Once you know that you can then decide what you want to do.

Take your time. That's a good bit of advice.
No knee-jerk reactions.
This is a shock to you. He's already well ahead of you.
YOU need time for all this to sink in before you can make any life changing decisions.

For now, you should ask him to leave. Even if it's just for 2 weeks.

Just so you can get your head clear of him for now.
If he's in your space you won't have the time and space with him out of the way to make your decisions.
If he respects you and wants to save this then he will do as you ask him.

Definitely try to get some real life support.
You WILL need this.
My biggest regret is not confiding is someone. Keeping his dirty secret is not up to you. You owe him nothing.
Even if it's just an understanding friend for now. Even just one person can help unload your burden.
You NEED support right now so make sure you get it.
The relief when I finally told people was immense.
Don't keep this bottled up, get it out there.

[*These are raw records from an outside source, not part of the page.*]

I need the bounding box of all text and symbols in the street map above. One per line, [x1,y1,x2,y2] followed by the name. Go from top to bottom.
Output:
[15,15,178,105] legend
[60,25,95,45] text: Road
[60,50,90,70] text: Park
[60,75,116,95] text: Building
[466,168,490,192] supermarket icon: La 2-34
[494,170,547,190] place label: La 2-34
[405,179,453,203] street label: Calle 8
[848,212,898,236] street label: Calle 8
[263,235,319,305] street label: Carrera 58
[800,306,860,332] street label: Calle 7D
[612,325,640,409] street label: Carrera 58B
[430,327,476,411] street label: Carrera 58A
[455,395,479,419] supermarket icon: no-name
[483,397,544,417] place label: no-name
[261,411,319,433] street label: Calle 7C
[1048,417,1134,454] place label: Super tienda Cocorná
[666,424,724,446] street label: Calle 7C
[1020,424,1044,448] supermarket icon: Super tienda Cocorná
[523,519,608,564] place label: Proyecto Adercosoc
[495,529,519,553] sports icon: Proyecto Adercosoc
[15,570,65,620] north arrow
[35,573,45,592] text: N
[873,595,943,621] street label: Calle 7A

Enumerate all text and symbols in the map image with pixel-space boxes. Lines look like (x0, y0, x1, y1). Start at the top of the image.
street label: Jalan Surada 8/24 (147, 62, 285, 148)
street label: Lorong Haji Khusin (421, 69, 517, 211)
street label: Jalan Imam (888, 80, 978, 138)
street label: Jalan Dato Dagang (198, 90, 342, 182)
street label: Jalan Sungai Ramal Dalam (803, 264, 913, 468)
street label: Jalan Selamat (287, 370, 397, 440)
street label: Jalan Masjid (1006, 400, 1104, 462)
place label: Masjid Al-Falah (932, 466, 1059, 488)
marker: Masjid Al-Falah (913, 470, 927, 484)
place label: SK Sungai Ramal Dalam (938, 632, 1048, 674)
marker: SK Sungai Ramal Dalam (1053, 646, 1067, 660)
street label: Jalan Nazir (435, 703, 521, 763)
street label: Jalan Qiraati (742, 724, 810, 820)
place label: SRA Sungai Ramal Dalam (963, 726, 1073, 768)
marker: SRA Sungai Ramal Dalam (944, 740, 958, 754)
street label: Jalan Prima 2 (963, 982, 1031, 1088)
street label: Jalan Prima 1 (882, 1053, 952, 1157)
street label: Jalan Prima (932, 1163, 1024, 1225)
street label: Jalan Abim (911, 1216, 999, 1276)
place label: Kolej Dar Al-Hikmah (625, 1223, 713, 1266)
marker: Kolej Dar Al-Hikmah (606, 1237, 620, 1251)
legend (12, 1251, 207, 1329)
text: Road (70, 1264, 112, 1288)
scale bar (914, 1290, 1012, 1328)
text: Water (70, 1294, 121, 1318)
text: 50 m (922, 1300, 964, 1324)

I'll say it again - take your time!!!

Look after yourself. It's so easy to let it all slide.
You will get dehydrated and you will need your strength.
The shock will hit you and you will need your sugar levels to be up.
I couldn't eat anything solid for ages but sugary tea and ice lollies got me through the first few weeks.

This is now your decision.

Get him away from you.
Think things through.
Then decide what is best for YOU!! Yes YOU!!

Flowers for you at this horrible time.

Oh... and get to your local GUM clinic and get a STD check up.

AskBasil · 11/08/2016 09:22

Please do your utmost to protect yourself financially.

Don't be afraid to find out where you stand and immediately put blocks on any capacity he has to hide assets.

It's not going to damage your marriage: if there's any chance of saving it at all, then you can stop all the financial self-protection as that becomes safe and no harm done. If he's got any decency whatsoever, he will understand the necessity for you to do this and he won't blame you.

But if it becomes clear that you can't save this marriage (or you realise you don't want to) you will be really glad that you followed the advice of the posters who are telling you to go into auto-pilot self protection mode. If you find this difficult (and you will) keep telling yourself that this is for the long term welfare of you and your children. They will likely be poor if you don't do this. Protect them. Put them first. The standard of living they have in their childhood is at stake here. Keep telling yourself that when you feel forgiving or optimistic, when he promises a new start etc., never forget that the bottom line is that your children's future comes first, everything else second.

Petal40 · 11/08/2016 09:27

People on,y treat you how you let them...id say he's having an affair,from reading yr post..although I've not read the whole thread

ravenmum · 11/08/2016 09:29

People having affairs really are so stupidly predictable.

My ex started sleeping with his OW in the April (they met in the Feb.) and it was around July that he started getting noticeably distant and cold, and blaming me, saying I wasn't supportive, following the Script to the letter just like yours. I think the coldness comes when they start to think of it not just as a brief affair, but as a possible serious relationship. My impression only, but I'd also suggest a trip to the STD clinic, sorry.

ishallconquerthat · 11/08/2016 09:31

YOU have a baby and 2 children, and HE feels unsupported??? Poor him.